Überlebenskampf im Kinderzimmer
Zocken bis zum Sitzenbleiben. Wie kaum ein Videospiel zuvor zieht Fortnite junge Menschen in seinen Bann. Warum?

Foto: Epic Games
Amar schreit vor Wut, er schlägt mit voller Wucht auf seine Playstation ein. Jener Amar, den alle in der Klasse für seine ruhige Art schätzen, der wirkt, als könne er keiner Fliege etwas zuleide tun. „Ich habe ‚Fortnite‘ gespielt und verloren. Da kam dieses Geräusch, wenn man getötet wird. Das hat mich so aggressiv gemacht, also habe ich auf meine Playstation eingeschlagen, bis es weg war.“ Und die Playstation kaputt. In ruhigem Ton erzählt das der 14-jährige Bub, der in Wirklichkeit anders heißt.

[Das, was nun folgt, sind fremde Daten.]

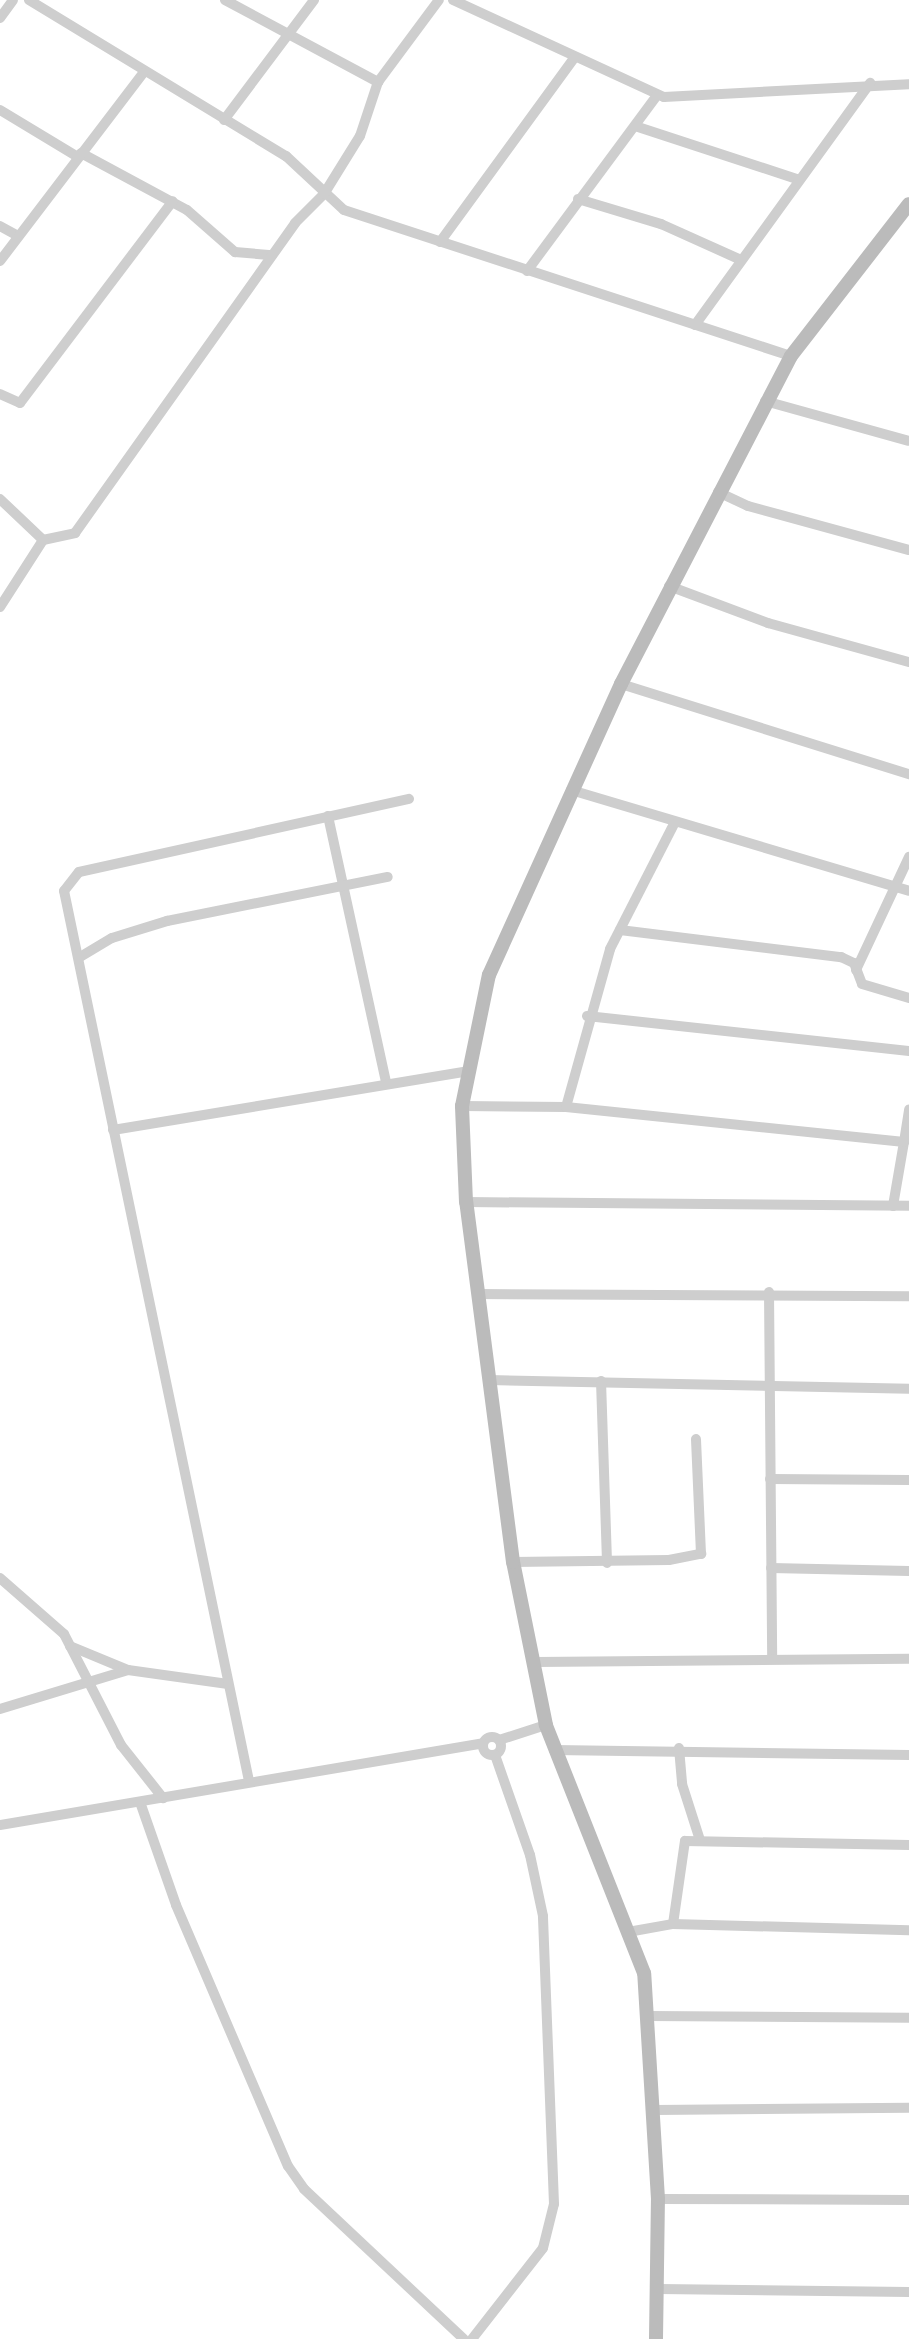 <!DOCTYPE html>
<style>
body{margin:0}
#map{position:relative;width:909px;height:2339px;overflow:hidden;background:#fff;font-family:Quicksand,sans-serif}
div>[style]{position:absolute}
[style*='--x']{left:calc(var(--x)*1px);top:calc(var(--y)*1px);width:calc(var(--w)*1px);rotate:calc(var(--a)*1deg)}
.street>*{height:10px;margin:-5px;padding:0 5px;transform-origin:5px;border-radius:5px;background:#cecece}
.street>.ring{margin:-5px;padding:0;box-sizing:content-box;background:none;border:10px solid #cecece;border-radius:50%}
.secondary>*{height:14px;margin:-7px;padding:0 7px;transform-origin:7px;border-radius:7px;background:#bbb}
span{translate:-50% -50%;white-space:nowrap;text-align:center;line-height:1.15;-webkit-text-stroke:10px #fff;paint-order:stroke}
</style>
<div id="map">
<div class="street">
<div style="--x:29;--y:0;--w:301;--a:31.3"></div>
<div style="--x:286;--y:156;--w:79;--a:43"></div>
<div style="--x:344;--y:210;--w:470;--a:18.1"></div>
<div style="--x:225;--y:0;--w:174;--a:28.2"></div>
<div style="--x:453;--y:0;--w:232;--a:24.7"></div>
<div style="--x:664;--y:97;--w:245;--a:-3"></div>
<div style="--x:0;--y:18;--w:22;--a:-54"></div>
<div style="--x:0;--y:110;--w:91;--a:31.1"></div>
<div style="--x:224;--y:120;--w:150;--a:-53.1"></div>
<div style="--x:638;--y:127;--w:167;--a:18.1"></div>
<div style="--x:81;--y:153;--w:120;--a:28.3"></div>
<div style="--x:187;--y:210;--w:64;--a:41.2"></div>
<div style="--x:235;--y:252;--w:37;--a:5"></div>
<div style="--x:578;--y:199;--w:87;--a:16.8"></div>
<div style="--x:661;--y:224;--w:85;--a:24.2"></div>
<div style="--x:0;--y:226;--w:21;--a:29"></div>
<div style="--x:440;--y:242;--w:228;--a:-53.9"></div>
<div style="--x:0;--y:261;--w:236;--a:-52.7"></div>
<div style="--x:527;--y:271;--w:219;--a:-53.5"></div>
<div style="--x:695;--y:325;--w:299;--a:-54.1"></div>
<div style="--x:0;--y:394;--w:22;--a:24"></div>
<div style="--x:20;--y:403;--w:253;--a:-52.9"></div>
<div style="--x:765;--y:401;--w:149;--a:15.5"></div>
<div style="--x:718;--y:492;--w:33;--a:25"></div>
<div style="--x:748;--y:506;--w:167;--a:15.3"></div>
<div style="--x:0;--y:499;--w:59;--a:43.6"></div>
<div style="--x:43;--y:540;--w:33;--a:-12"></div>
<div style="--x:75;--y:533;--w:380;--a:-54.6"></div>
<div style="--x:295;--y:223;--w:41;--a:-45"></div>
<div style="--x:324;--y:194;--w:68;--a:-58.2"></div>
<div style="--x:360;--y:136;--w:57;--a:-71.6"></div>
<div style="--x:378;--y:82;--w:102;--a:-53.4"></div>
<div style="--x:669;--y:586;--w:106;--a:20.5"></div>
<div style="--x:768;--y:623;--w:146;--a:15.5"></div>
<div style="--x:0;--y:607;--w:80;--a:-57.3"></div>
<div style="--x:621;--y:684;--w:302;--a:17.4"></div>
<div style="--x:571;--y:790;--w:353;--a:16.6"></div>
<div style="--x:328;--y:816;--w:271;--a:77.7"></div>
<div style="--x:620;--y:930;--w:223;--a:7"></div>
<div style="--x:841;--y:957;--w:14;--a:25"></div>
<div style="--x:854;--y:963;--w:22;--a:69"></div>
<div style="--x:862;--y:984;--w:49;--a:16.6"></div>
<div style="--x:80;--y:957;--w:37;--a:-31"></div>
<div style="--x:112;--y:938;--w:58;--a:-17.2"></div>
<div style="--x:167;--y:921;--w:225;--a:-11.3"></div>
<div style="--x:856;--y:970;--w:125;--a:-64.9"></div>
<div style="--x:587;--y:1016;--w:324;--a:6.2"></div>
<div style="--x:462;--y:1106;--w:104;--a:0.6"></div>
<div style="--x:566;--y:1107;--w:340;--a:5.9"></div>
<div style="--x:904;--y:1142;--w:65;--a:99.8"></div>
<div style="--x:566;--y:1107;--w:164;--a:-74.4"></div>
<div style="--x:610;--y:949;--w:140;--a:-62.9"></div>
<div style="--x:113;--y:1130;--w:361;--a:-9.4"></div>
<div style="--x:904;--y:1142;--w:33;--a:-81"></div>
<div style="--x:466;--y:1202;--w:443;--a:0.5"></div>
<div style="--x:769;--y:1292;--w:364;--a:89.5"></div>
<div style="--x:478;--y:1294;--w:431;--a:0.3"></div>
<div style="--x:489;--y:1380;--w:420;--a:1.2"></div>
<div style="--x:601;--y:1381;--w:182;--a:88.1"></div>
<div style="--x:770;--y:1479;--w:139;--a:0.4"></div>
<div style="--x:513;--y:1562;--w:156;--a:-0.7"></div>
<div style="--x:669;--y:1560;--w:33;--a:-11"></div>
<div style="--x:701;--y:1554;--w:115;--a:-92.5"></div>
<div style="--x:771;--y:1568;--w:138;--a:1.2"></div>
<div style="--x:0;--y:1578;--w:85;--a:41.2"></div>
<div style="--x:64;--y:1634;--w:125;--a:62.8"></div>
<div style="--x:121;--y:1745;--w:68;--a:51.6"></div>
<div style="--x:70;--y:1646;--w:63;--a:22.5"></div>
<div style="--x:128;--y:1670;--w:101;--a:8"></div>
<div style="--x:536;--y:1662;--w:373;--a:-0.5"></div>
<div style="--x:0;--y:1709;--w:134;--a:-16.9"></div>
<div class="ring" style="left:483px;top:1737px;width:8px;height:8px"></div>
<div style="--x:499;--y:1740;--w:49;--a:-17.7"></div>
<div style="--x:679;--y:1748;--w:36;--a:85"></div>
<div style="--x:682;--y:1784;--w:59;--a:72.2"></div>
<div style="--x:554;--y:1750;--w:355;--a:0.8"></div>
<div style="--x:249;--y:1781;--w:909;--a:-101.74"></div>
<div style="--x:64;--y:891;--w:24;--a:-52"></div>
<div style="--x:79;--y:872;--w:338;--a:-12.5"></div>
<div style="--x:140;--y:1802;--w:109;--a:70.7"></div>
<div style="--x:176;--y:1905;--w:284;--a:66.8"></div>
<div style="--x:288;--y:2166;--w:28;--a:55"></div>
<div style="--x:304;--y:2189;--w:219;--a:43.2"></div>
<div style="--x:0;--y:1825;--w:490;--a:-9.6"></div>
<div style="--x:673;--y:1924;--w:84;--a:-81.8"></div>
<div style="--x:685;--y:1841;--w:224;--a:1"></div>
<div style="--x:628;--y:1932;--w:46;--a:-10.1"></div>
<div style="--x:673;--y:1924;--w:236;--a:1.5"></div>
<div style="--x:649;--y:2016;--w:260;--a:0.4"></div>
<div style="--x:655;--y:2110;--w:254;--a:-0.5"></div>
<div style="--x:658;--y:2199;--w:251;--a:0.2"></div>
<div style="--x:659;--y:2289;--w:250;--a:0.7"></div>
<div style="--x:472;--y:2339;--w:115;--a:-52"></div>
<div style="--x:543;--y:2248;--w:45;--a:-76"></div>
<div style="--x:554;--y:2204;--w:288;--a:-92.2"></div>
<div style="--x:543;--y:1916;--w:62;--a:-102"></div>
<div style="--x:530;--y:1855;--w:106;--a:-109.3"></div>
</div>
<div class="secondary">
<div style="--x:656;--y:2339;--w:140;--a:-89.2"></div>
<div style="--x:658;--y:2199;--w:226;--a:-93.5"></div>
<div style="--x:644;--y:1973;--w:267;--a:-111.6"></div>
<div style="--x:546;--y:1725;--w:166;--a:-101.4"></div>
<div style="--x:513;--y:1562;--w:363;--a:-97.4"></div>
<div style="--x:466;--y:1202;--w:96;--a:-92.4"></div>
<div style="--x:462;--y:1106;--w:134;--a:-78.4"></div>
<div style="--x:489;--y:975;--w:320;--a:-65.6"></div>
<div style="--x:621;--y:684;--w:369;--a:-62.6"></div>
<div style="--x:791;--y:356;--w:192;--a:-52.2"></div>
</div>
</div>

Ein Jahr danach blickt er gelassen auf die Zeit zurück. Amar wiederholt die dritte Klasse einer Wiener AHS. Heuer hat er gute Noten, kein Grund zur Sorge. Wenn er aber an das Schuljahr davor denkt, muss er selbst den Kopf schütteln: „Ich bin wegen ‚Fortnite‘ sitzengeblieben, ich habe den ganzen Tag nur gespielt, zehn Stunden lang.“ In der Schule war Amar teilnahmslos, müde, unmotiviert. Sobald er nach Hause kam, setzte er sich vor die Playstation, um „Fortnite“ zu spielen. „Fortnite“ ist ein sogenanntes Survival-Game, ein Computerspiel aus den USA, das seit 2017 Kinder und Jugendliche weltweit begeistert.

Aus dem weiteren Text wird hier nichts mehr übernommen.